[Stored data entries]
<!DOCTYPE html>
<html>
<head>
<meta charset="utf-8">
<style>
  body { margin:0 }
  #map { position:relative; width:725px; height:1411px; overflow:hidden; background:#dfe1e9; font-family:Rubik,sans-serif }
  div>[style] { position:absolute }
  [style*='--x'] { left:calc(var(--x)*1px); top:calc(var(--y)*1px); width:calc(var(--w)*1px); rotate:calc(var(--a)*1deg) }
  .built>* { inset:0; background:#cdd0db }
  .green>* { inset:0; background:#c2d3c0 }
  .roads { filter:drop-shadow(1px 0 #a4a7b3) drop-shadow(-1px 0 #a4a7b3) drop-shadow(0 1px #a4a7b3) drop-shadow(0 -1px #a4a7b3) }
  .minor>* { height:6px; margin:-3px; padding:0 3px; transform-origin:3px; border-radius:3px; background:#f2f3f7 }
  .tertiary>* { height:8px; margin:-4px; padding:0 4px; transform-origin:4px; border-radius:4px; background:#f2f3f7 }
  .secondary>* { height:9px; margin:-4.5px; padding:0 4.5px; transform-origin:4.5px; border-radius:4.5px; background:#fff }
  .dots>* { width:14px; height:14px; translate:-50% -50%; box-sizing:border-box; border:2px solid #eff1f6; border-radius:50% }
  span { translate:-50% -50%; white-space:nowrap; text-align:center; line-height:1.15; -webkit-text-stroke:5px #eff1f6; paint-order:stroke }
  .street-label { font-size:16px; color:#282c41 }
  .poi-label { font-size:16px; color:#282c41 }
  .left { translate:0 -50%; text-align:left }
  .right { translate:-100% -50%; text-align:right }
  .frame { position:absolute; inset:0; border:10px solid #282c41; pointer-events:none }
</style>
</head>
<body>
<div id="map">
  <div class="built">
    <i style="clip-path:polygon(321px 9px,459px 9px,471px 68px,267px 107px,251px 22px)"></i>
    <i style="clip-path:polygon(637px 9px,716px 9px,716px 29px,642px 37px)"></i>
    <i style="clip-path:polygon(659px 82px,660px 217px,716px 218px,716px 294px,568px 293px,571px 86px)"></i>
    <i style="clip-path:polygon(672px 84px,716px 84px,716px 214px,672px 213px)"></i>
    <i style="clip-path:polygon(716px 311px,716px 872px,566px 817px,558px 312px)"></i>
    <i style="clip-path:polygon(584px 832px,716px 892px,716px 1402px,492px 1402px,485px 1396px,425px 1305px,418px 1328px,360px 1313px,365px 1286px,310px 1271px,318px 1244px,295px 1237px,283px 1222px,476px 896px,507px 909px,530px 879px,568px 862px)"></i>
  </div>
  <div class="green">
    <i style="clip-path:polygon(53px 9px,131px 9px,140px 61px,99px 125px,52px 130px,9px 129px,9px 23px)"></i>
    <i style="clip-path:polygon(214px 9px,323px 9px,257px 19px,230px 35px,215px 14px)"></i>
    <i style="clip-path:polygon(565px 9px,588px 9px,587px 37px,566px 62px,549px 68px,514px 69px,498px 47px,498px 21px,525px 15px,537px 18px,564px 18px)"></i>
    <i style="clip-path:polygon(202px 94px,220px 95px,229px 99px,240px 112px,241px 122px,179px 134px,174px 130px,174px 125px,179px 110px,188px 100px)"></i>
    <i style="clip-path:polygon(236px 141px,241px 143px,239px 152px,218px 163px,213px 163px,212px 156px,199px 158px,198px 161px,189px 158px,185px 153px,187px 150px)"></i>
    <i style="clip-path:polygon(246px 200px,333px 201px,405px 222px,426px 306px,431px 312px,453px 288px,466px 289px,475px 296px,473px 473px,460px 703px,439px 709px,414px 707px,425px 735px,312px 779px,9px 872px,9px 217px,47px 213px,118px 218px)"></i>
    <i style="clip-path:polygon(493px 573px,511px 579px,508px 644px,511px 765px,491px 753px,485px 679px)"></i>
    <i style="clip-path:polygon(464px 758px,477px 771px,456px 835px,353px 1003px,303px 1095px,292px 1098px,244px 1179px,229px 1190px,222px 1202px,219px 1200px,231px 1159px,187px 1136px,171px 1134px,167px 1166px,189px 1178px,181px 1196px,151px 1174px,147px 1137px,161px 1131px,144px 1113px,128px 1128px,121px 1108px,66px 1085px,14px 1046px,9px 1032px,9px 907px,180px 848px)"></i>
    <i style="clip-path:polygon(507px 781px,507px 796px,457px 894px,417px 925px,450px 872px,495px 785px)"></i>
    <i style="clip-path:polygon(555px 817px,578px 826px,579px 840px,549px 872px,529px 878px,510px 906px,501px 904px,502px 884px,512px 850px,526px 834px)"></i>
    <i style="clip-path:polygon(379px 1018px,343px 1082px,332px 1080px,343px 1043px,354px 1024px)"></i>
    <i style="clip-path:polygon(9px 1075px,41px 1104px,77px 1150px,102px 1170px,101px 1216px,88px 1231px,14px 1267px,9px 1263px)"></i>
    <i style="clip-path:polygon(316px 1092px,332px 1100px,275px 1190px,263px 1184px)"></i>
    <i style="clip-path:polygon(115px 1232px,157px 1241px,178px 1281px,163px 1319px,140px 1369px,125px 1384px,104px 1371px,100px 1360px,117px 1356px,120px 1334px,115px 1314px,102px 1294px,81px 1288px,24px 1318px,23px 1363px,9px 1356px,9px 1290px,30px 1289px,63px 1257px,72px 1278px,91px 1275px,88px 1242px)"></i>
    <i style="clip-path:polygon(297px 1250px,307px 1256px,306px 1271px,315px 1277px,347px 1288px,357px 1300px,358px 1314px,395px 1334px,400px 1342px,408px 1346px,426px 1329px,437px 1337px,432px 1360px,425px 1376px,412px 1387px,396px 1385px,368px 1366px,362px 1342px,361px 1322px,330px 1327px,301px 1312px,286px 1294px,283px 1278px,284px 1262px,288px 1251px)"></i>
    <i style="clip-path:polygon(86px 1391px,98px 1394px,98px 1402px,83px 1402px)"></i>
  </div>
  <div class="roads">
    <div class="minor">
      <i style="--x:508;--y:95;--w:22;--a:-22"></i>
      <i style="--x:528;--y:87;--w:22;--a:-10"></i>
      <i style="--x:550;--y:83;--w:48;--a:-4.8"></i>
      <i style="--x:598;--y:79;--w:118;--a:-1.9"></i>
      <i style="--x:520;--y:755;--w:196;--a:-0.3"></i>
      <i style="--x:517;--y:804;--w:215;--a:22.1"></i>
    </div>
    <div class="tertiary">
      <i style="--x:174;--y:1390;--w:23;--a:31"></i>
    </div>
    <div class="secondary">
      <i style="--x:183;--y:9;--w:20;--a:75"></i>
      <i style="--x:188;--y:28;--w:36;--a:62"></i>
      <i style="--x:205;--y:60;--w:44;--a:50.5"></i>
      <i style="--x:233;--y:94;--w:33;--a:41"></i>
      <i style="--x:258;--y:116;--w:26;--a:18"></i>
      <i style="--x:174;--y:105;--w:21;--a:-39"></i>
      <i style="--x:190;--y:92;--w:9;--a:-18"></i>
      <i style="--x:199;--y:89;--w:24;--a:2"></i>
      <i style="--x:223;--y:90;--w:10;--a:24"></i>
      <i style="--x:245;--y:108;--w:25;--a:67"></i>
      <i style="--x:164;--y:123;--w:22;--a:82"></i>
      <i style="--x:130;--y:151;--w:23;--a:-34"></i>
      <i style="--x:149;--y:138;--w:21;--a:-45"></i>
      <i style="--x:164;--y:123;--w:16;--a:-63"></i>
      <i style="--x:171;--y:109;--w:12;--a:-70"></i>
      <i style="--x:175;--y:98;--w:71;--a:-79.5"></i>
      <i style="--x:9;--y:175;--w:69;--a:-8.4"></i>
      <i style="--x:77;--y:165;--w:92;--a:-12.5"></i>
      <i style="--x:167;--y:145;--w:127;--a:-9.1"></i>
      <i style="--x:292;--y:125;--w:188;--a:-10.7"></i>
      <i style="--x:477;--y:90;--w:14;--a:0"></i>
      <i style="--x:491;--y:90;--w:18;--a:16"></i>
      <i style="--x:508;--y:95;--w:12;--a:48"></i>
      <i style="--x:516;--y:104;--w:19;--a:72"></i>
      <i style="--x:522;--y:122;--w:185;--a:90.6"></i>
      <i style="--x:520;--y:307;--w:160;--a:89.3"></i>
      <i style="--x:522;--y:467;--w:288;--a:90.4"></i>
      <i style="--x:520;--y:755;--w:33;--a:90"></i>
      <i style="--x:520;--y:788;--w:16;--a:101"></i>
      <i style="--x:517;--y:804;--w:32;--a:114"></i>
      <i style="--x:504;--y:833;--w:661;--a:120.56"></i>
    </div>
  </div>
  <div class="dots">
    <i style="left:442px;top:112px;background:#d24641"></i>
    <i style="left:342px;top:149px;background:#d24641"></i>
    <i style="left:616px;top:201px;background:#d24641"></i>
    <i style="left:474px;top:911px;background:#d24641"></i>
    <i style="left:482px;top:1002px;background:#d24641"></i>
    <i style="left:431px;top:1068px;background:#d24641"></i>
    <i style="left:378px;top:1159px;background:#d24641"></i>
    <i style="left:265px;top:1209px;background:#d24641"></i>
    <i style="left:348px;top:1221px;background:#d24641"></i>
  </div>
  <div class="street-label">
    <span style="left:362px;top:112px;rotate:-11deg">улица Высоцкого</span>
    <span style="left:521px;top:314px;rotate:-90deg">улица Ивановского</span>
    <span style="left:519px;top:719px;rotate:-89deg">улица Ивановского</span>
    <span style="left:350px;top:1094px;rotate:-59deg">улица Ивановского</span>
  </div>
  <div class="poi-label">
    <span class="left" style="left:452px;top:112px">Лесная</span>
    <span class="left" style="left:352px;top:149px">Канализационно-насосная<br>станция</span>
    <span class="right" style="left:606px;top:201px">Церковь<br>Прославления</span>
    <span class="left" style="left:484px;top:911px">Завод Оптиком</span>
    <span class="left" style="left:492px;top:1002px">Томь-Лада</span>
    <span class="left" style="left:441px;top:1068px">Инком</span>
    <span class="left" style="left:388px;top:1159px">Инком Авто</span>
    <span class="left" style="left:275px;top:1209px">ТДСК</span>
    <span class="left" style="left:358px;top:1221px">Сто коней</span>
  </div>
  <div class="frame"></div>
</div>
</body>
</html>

Work to be completed — A count is needed of the lines in this data that contain "roads"; give the number and no other text.

Output of the exercise — 2